On Having a Complicated Relationship with Easter

For as long as I can remember, Easter has been like the Christian Super Bowl. It’s everything. Churches spend insane budgets every year trying to make the story of Easter appealing enough to fill the pews with any bodies available. The more the merrier. Churches across the country become a sea of pastel, pleated pants, and fashionable hats.

Because the death and resurrection of Christ changed everything.

Or did it?

As I’ve gotten older, I’ve developed, for me, an anxiety-inducing relationship with Easter. What was once a milestone Sunday has become mostly just another day.

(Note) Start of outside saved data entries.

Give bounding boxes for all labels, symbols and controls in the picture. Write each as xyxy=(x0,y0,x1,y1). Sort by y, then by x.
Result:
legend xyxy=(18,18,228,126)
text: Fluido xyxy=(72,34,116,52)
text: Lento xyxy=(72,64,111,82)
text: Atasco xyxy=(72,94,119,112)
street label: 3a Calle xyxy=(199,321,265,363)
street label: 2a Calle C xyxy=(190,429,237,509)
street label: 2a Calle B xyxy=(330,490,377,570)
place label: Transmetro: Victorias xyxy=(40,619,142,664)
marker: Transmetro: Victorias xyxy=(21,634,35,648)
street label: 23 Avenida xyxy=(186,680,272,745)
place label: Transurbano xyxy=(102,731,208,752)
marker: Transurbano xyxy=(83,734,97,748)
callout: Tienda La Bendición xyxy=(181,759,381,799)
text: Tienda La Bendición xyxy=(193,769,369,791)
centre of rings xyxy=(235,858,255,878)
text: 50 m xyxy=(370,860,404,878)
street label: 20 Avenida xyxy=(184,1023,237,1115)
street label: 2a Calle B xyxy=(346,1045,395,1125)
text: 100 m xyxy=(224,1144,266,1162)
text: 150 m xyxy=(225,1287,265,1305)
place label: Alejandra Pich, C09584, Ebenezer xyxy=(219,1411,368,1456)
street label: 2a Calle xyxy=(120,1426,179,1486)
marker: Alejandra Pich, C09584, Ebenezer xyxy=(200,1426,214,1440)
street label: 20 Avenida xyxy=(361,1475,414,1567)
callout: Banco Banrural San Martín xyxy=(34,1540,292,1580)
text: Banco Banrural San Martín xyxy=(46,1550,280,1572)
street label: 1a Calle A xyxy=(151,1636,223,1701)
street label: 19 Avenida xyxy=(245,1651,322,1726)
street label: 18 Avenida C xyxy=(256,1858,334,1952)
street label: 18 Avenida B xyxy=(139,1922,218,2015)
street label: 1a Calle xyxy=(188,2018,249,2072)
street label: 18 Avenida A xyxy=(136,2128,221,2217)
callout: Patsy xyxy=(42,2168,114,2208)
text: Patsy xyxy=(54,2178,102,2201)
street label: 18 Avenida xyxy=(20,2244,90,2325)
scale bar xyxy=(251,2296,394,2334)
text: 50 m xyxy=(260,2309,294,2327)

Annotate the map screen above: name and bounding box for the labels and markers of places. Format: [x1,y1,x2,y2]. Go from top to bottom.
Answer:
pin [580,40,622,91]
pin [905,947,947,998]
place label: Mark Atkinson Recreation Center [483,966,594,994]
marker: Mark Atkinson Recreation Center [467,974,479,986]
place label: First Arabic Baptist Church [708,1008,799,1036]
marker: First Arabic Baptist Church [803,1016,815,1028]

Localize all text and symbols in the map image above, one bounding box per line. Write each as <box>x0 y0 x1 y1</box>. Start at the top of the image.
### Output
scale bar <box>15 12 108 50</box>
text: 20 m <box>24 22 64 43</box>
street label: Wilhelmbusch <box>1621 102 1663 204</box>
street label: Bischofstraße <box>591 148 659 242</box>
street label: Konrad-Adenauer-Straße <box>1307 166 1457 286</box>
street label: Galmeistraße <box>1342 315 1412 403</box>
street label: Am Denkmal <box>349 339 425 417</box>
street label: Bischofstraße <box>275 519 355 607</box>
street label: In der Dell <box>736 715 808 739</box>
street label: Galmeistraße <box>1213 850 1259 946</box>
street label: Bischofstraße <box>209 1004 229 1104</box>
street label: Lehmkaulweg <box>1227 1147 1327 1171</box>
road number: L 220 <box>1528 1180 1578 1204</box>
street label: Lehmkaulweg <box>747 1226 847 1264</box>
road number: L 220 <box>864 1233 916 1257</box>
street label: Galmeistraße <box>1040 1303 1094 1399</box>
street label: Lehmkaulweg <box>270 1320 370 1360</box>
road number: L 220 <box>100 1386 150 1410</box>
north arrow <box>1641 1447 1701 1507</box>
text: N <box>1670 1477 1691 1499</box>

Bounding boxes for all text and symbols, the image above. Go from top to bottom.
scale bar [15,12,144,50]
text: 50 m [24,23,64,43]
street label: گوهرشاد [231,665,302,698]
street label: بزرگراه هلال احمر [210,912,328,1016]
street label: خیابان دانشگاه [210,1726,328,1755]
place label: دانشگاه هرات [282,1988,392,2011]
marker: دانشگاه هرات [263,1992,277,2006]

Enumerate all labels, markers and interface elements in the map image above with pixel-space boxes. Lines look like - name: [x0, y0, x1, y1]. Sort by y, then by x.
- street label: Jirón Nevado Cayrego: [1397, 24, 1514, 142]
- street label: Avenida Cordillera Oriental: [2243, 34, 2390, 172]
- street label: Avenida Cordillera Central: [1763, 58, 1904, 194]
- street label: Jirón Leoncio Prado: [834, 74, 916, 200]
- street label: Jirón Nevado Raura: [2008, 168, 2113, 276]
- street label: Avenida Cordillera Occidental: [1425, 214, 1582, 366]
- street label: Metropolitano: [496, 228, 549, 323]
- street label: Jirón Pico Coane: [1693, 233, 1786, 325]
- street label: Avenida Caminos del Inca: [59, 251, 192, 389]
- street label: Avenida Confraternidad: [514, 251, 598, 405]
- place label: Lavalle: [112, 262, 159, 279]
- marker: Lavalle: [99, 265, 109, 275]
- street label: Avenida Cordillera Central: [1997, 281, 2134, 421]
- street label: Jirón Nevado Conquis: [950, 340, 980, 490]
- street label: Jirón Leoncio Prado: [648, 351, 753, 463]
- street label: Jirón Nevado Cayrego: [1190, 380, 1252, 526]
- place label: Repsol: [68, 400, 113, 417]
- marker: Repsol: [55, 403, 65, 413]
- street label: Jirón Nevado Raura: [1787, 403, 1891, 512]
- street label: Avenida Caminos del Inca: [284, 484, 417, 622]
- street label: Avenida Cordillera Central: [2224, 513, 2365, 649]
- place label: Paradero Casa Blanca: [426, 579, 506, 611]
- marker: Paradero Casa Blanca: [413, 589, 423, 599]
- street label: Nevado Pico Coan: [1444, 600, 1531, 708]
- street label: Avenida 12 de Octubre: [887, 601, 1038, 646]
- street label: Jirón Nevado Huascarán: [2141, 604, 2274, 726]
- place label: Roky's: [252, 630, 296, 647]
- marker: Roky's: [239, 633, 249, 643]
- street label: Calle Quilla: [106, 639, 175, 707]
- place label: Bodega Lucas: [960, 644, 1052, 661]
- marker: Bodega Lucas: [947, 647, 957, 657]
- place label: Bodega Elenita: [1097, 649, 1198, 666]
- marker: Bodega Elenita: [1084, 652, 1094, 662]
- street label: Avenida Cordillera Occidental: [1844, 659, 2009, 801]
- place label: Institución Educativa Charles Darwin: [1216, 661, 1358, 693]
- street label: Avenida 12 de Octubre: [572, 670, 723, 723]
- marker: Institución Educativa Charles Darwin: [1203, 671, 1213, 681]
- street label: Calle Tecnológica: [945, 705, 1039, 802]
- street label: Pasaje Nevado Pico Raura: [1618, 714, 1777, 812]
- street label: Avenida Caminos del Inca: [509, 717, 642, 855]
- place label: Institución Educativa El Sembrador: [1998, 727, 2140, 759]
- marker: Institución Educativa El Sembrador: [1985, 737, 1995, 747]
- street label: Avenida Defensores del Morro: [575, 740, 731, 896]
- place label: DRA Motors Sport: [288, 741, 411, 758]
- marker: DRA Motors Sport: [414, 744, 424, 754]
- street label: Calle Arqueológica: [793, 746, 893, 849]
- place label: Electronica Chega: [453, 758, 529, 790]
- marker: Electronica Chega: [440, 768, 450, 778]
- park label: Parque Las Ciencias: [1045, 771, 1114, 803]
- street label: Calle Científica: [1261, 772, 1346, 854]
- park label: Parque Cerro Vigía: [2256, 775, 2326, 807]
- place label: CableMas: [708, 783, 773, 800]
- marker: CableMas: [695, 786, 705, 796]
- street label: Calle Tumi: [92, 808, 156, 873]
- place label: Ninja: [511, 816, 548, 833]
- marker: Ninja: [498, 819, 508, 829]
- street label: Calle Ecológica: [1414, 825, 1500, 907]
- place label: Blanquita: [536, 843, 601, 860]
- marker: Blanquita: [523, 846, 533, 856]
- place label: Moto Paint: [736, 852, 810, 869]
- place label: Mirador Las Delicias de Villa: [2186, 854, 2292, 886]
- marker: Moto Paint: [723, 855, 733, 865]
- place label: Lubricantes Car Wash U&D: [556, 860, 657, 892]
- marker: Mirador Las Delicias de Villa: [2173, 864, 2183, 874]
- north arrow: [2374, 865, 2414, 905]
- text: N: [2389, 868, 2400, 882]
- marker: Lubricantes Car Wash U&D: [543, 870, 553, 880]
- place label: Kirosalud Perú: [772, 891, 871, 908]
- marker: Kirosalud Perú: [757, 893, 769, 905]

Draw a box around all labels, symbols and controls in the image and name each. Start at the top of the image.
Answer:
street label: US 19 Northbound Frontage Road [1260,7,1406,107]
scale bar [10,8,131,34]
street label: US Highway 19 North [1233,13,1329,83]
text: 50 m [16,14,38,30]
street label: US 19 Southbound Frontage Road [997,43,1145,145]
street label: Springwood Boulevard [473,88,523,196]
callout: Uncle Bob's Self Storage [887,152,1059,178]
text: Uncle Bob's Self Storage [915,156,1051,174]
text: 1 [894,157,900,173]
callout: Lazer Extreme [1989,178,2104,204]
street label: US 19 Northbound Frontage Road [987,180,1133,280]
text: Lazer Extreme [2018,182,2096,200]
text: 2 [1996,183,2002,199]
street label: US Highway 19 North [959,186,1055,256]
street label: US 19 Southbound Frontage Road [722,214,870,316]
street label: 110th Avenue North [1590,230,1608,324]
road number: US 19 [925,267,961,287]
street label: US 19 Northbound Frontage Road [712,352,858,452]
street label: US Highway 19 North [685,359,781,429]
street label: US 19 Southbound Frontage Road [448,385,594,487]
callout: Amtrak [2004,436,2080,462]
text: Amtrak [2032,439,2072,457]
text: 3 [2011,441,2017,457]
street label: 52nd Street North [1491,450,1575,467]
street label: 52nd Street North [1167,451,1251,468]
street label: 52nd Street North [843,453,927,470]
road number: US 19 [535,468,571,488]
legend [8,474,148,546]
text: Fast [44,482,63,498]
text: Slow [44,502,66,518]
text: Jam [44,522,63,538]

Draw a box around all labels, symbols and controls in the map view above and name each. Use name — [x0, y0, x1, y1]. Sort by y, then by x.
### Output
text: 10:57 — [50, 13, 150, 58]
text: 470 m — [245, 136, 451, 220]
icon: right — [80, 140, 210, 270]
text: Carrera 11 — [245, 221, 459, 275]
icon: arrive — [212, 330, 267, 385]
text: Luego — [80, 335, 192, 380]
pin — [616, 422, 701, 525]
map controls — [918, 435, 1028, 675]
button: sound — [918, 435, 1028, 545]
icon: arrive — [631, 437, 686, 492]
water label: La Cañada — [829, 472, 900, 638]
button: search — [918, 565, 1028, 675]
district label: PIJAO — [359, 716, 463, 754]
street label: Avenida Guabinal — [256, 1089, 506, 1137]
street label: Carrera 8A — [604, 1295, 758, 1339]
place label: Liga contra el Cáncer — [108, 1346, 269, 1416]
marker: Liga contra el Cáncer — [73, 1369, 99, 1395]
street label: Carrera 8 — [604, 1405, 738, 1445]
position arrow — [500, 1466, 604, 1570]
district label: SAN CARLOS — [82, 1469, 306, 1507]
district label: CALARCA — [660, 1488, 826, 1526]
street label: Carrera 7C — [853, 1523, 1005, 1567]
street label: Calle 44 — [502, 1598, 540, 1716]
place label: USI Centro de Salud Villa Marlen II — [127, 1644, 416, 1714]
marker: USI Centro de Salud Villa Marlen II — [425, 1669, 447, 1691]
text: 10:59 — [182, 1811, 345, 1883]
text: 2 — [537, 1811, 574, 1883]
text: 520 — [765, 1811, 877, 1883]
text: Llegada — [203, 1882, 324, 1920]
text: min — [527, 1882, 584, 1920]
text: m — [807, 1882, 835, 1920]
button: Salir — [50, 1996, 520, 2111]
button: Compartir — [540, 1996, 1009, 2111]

Easter has always been, for the Christian, the manifestation of hope. The light at the end of the tunnel. Jesus died, and everything seemed dark and lost and hopeless. But then 3 days later he rose, descended into Hell, defeated death, and re-instilled hope in humanity.

But what really changed?

People who were poor before Christ’s resurrection were still poor after.

People who had lost children before Christ’s resurrection didn’t suddenly get those children back after.

The list could go on. Hungry people, sick people, oppressed people, people in prison, and on and on and on.

None of those people suddenly saw their circumstances change post resurrection.

Fast forward more than two thousand years later, and those questions still gnaw at me.

What does Easter change for the single mom struggling to put food on the table, having to pick up an extra graveyard shift just to keep the lights on this month?

What does Easter change for the homeless addict who just wants to get clean?

What does Easter change for the LGBTQ+ kid who was told by their parents that they’re never allowed back in the house?

What does Easter change for the children in the Middle East being blown apart by bombs?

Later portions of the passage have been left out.